The Salvation Army needs some generous last-minute donors to reach its $1 million Red Kettle Campaign goal before it wraps up at 1 p.m. Thursday. At the start of the week, the Dayton chapter was nearly $300,000 short.
“If things don’t improve here in the last week of December, as we finish up our fundraising time of the year, we’ll have to re-evalute as we go through the year what we can and can’t do,” Tim Erlandson, business administrator at the Salvation Army, said Tuesday evening.
Red kettle collections are lagging in other cities, too. On Tuesday, the Columbus Dispatch reported the nonprofit’s central Ohio branch was still about $200,000 shy of its goal to raise $700,000 by the end of 2015. Maj. Debra Ashcraft, an officer in the Salvation Army, pointed to people not carrying cash anymore and a shortage of volunteers.

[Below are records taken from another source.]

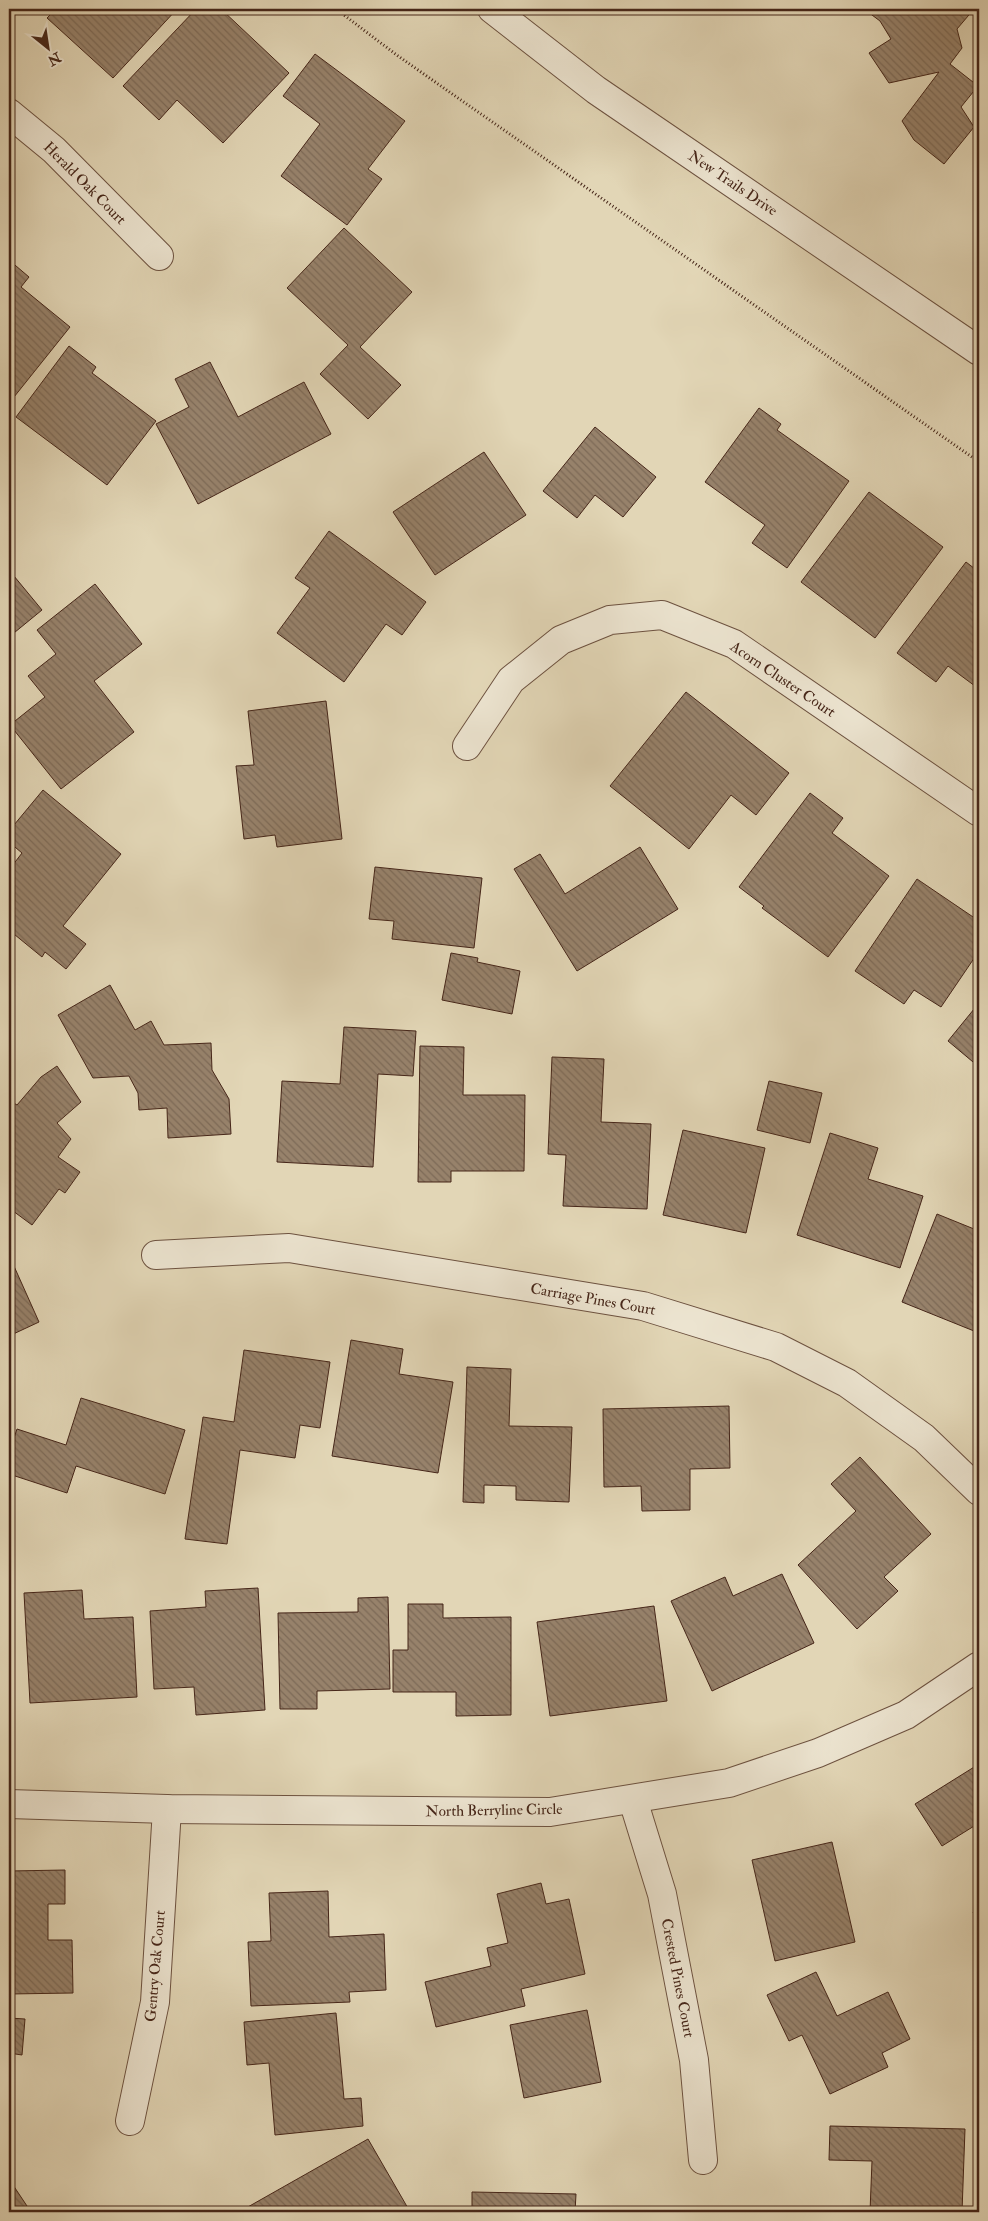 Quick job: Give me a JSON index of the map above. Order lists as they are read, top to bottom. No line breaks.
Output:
{"streets":{"street":["Herald Oak Court","New Trails Drive","Acorn Cluster Court","Carriage Pines Court","North Berryline Circle","Gentry Oak Court","Crested Pines Court"]},"crossings":[["North Berryline Circle","Gentry Oak Court"],["North Berryline Circle","Crested Pines Court"]],"north":"bottom right"} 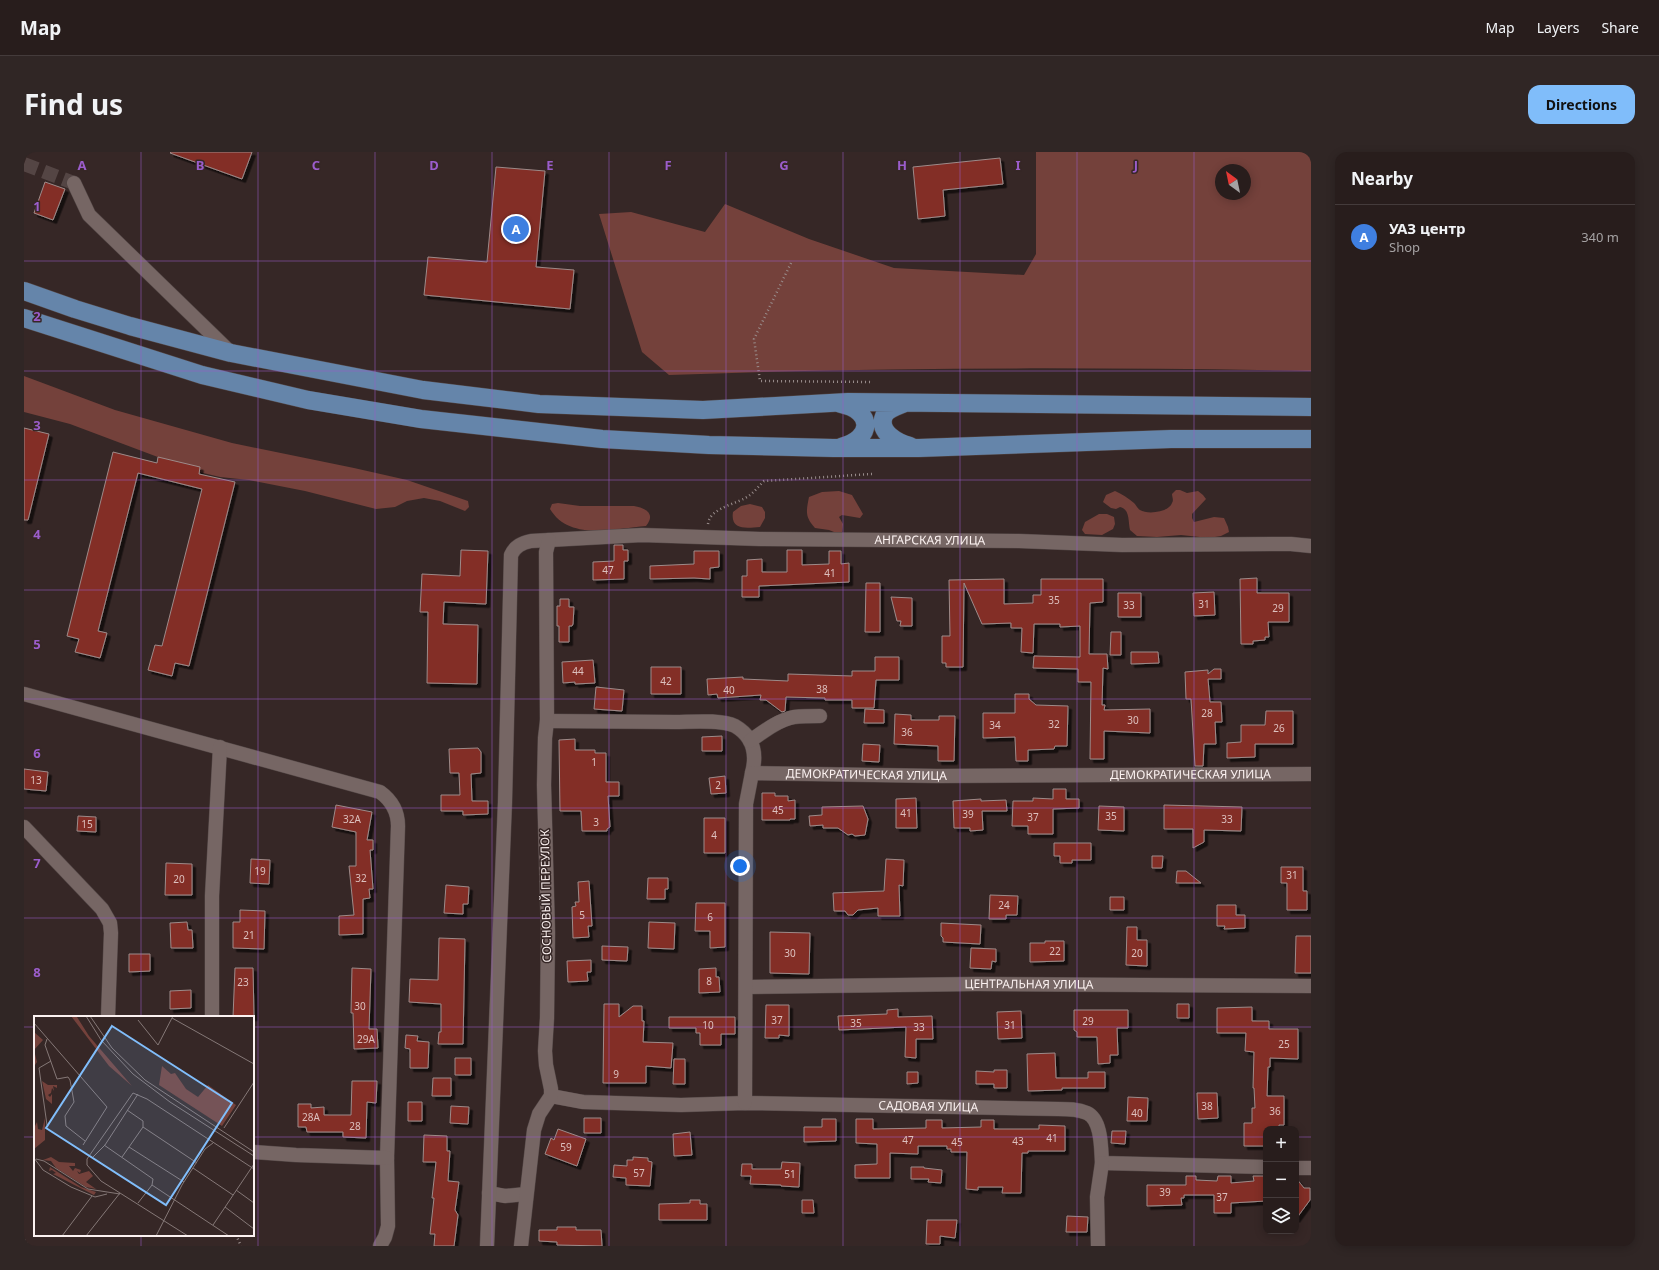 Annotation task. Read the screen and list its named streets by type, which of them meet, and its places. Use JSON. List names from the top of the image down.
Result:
{
  "streets": {
    "street": [
      "АНГАРСКАЯ УЛИЦА",
      "ДЕМОКРАТИЧЕСКАЯ УЛИЦА",
      "СОСНОВЫЙ ПЕРЕУЛОК",
      "ЦЕНТРАЛЬНАЯ УЛИЦА",
      "САДОВАЯ УЛИЦА"
    ]
  },
  "crossings": [
    ["АНГАРСКАЯ УЛИЦА", "СОСНОВЫЙ ПЕРЕУЛОК"],
    ["СОСНОВЫЙ ПЕРЕУЛОК", "САДОВАЯ УЛИЦА"]
  ],
  "house_numbers": [
    "47",
    "41",
    "35",
    "31",
    "33",
    "29",
    "44",
    "42",
    "38",
    "40",
    "28",
    "30",
    "32",
    "34",
    "26",
    "36",
    "1",
    "13",
    "2",
    "45",
    "41",
    "39",
    "35",
    "37",
    "32А",
    "33",
    "3",
    "15",
    "4",
    "19",
    "31",
    "32",
    "20",
    "24",
    "5",
    "6",
    "21",
    "22",
    "30",
    "20",
    "8",
    "23",
    "30",
    "37",
    "29",
    "35",
    "10",
    "31",
    "33",
    "29А",
    "25",
    "9",
    "38",
    "36",
    "40",
    "28А",
    "28",
    "41",
    "47",
    "43",
    "45",
    "59",
    "57",
    "51",
    "39",
    "37"
  ],
  "north": "top left",
  "page": {
    "header": "Map",
    "nav": ["Map", "Layers", "Share"],
    "title": "Find us",
    "buttons": "Directions",
    "heading": "Nearby",
    "list": [
      {
        "mark": "A",
        "name": "УАЗ центр",
        "note": "Shop",
        "value": "340 m"
      }
    ],
    "pins": "A",
    "map_buttons": ["+", "−"]
  },
  "grid": {
    "columns": [
      "A",
      "B",
      "C",
      "D",
      "E",
      "F",
      "G",
      "H",
      "I",
      "J"
    ],
    "rows": [
      "1",
      "2",
      "3",
      "4",
      "5",
      "6",
      "7",
      "8"
    ]
  }
} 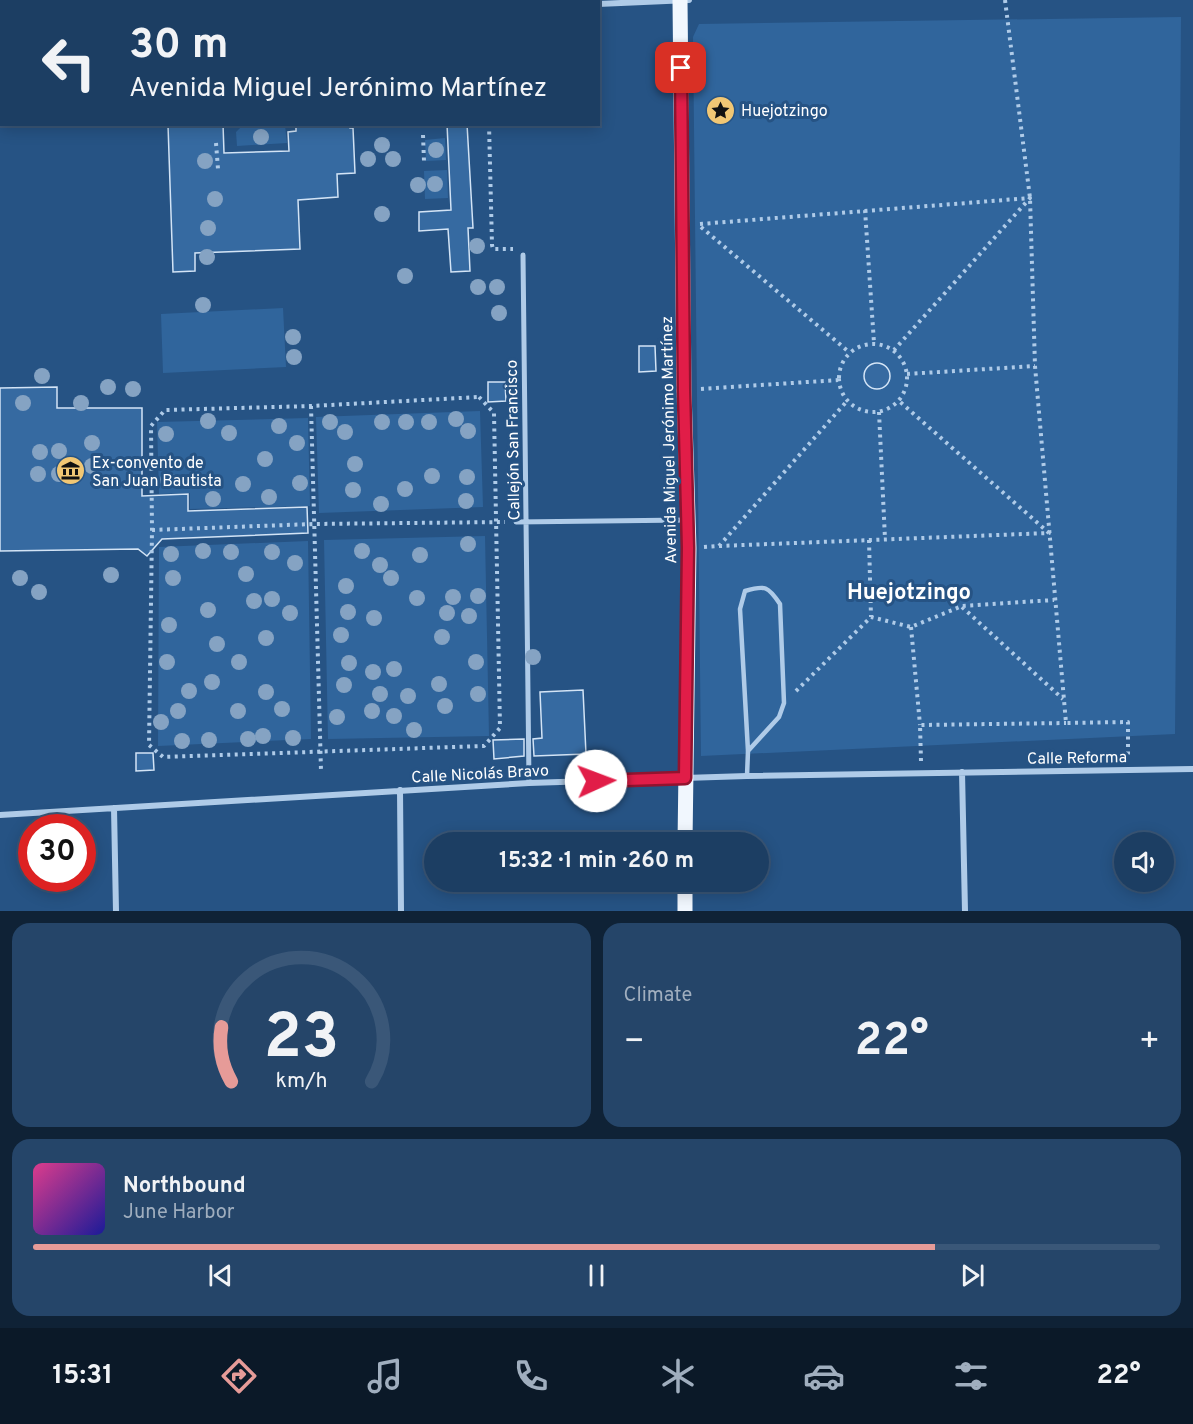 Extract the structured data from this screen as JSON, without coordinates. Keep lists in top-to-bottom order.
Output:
{
  "streets": {
    "main road": ["Avenida Miguel Jerónimo Martínez"],
    "street": ["Callejón San Francisco", "Calle Reforma", "Calle Nicolás Bravo"]
  },
  "crossings": [
    ["Callejón San Francisco", "Calle Nicolás Bravo"],
    ["Avenida Miguel Jerónimo Martínez", "Calle Nicolás Bravo"],
    ["Calle Reforma", "Calle Nicolás Bravo"]
  ],
  "districts": ["Huejotzingo"],
  "places": {
    "place": ["Huejotzingo"],
    "museum": ["Ex-convento de San Juan Bautista"]
  },
  "page": {
    "turn": ["30 m", "Avenida Miguel Jerónimo Martínez"],
    "limit": "30",
    "trip": "15:32 · 1 min · 260 m",
    "tile": "Climate",
    "heat": ["−", "22°", "+"],
    "song": ["Northbound", "June Harbor"],
    "tabs": ["15:31", "22°"],
    "gauge": ["23", "km/h"]
  }
} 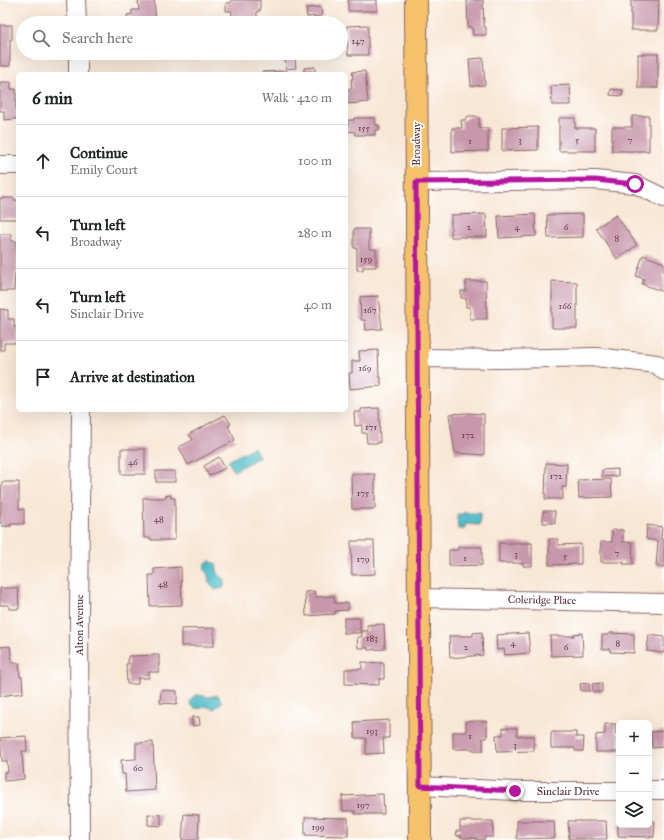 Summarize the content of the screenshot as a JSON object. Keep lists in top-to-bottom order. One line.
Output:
{"streets":{"main road":["Broadway"],"street":["Coleridge Place","Alton Avenue","Sinclair Drive"]},"crossings":[["Broadway","Coleridge Place"],["Broadway","Sinclair Drive"]],"house_numbers":["147","155","3","5","7","1","2","4","6","8","159","166","167","169","171","172","46","172","175","48","7","3","5","1","179","48","183","4","8","2","6","193","1","3","60","197","199"],"page":{"search":"Search here","heading":["6 min","Walk · 420 m"],"list":[["Continue","Emily Court","100 m"],["Turn left","Broadway","280 m"],["Turn left","Sinclair Drive","40 m"],"Arrive at destination"],"map_buttons":["+","−"]}}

Erlandson brought up a third potential problem: “It’s great that the sun is shining and it’s 60 degrees out, but people do not feel ‘Christmasy,’” he said. “Maybe they’re not thinking about giving to our organization at this time of the year because it just doesn’t feel like Christmas.”
According to Erlandson, Christmas assistance is one of the Salvation Army’s highest priorities. The money from the Red Kettle Campaign is used to feed hundreds of thousands of families every holiday season. On Wednesday, 4,000 Dayton families received turkeys and Kroger gift cards from the Salvation Army — a gift made possible through donations.
“They reach the people that I can’t reach and giving is really important — that’s really what this whole season is about, is giving,” said Trisha Kutter, an Eaton resident who said she donated to several kettles this year.
Just after Thanksgiving, two gold Krugerrands were found in Dayton-area kettles for the first time since Erlandson can remember. He has been with the Salvation Army for six years. Since that gift, however, the donations have not been coming in quickly enough.
In 2014, the Salvation Army went into Christmas week approximately $50,000 ahead of where it is this week. With a huge push in the days leading up the 25th, it was able to reach its $1 million goal.
“One of the things that we are constantly amazed by is that, in the Dayton community, there are a lot of people that just give,” Erlandson said. “There are a lot of big hearts; open hearts.”